Here's a perfect example: The Fellowship of the Ring. Earlier in the story, Gandalf summons Gwahir to save him from his imprisonment atop Orthanc. But then the wise wizard drops a bucket of I.Q. points and decides that a perilous walk into the enemy's stronghold is the best way to bring an end to the peril facing Middle Earth.

Idiot. That flash of brainlessness got hundreds killed, including himself (even though he got better).

I'd love to present an example from Massive Zombie Death Parade, but really I think I'd have to work way too hard to improve on Tolkien's fine example. And it just ain't worth the effort.

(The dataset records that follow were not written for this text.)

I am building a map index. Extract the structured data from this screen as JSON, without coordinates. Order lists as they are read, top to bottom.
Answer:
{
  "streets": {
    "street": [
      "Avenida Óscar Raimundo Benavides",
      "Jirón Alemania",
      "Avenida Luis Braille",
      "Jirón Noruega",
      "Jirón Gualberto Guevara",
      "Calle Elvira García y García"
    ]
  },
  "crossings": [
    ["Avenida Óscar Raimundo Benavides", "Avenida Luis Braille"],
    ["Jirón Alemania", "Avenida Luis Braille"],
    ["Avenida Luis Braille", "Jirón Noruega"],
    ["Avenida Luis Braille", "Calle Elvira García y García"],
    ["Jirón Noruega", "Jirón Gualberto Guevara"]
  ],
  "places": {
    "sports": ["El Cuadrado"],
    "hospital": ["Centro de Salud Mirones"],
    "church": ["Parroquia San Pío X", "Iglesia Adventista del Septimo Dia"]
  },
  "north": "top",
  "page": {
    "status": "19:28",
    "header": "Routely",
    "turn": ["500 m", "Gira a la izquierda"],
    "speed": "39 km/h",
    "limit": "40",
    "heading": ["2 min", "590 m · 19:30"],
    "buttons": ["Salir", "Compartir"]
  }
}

So, if you're a writer, please do your readers (and me) a favor. Remember the Principle of Maximum Character Effort: Every character wants something, and if it's important enough to be in the story, it's important enough for them to hold nothing back in their efforts to achieve it.

If you've got a situation where your plot says a character must act in a certain way, but that character's intelligence and resources make it more likely they'll act in some other way, then you've got a problem.

The problem is either you've got the wrong character for your plot, or you've got the wrong plot for your character. Say Redd Meat used to be a special forces weapons expert, but your story requires him to be unable to shoot an approaching zombie because he's not sure how to fire a pistol.

Yeah. I'm done reading now. You've pretty much trashed my suspension of disbelief, and honestly, I'm a little insulted.

This isn't to say you can't handicap your characters in order to make their stupidity believable. Robert Ludlum elevates this to an art when he gives super assassin Jason Bourne amnesia on the very first page of Bourne's very first book.

I'll let you get away with it if you're as good as Ludlum. Otherwise, I'm closing the covers and we're done.

Maybe Redd's been partly blinded by some chemical the Military dropped on the city in hopes of dissolving the undead. In that case, a weapons expert with a bogus aim makes perfect sense.

There is always room for extenuating circumstances.

Sometimes, when you're writing, you've got to trust your instincts about the character. If they wouldn't take action A, which is called for by your sense of plot direction, what would they do? The answer to that kind of question can often lead to some very interesting places, sometimes more interesting places than action A was going to take you.

On the other hand, if action A is really cool, maybe there's a better character you could use to run your plot. Instead of a weapons specialist, make Redd a cross-eyed hairdresser, or an Imperial Stormtrooper, neither of which are known for their facility with weapons.

This doesn't take into account stories where the character is actually meant to be an idiot. Maximum Character Effort means maximum for that character. If Redd's color blind, he's going to have some trouble jump-starting a car with red and green wires. If Redd's a moron, he's as likely to shoot himself as the approaching zombie, which makes me wonder how he got this far, so you've got to be careful.

So, summing up: Dumb character acting dumb for plot's sake, okay. Smart character acting dumb for plot's sake, not okay.

Next up: who knows? I'll go read some more. I'm sure something will occur to me.
Or not.
Life's a crap-shoot.

2 comments:

maine character said...

Here's one I didn't catch as a kid: In "Star Wars," they escape from the Death Star, and Leia wisely points out how "They let us go." 'Cause they're tracking their ship so they'll be led to the Rebel Base.

And so what does she do? Has Han fly her straight to the Rebel Base. *headsmack*

(And then, of course, they all stay right there and wait for the Empire to show up.)

Ulysses said...

Yes! Princess Leia wants the rebellion destroyed as much as the Empire, obviously.

I like to pick on the Stormtroopers. Earlier in the film, at the ruined Jawa sandcrawler, Ben Kenobi tells Luke "Look at these blast points. Only Imperial Troops are so precise."

...and for the rest of the movie, we see these precise troops miss everything they aim at, while the untrained farmboy racks up the body count.

There are those who say it was all part of Tarkin's plan: while the tracking beacon is installed in their ship, the troops had orders to keep Luke and Company busy and alive, even at the cost of their own lives.

That theory has even MORE holes in it... an essay's worth at least.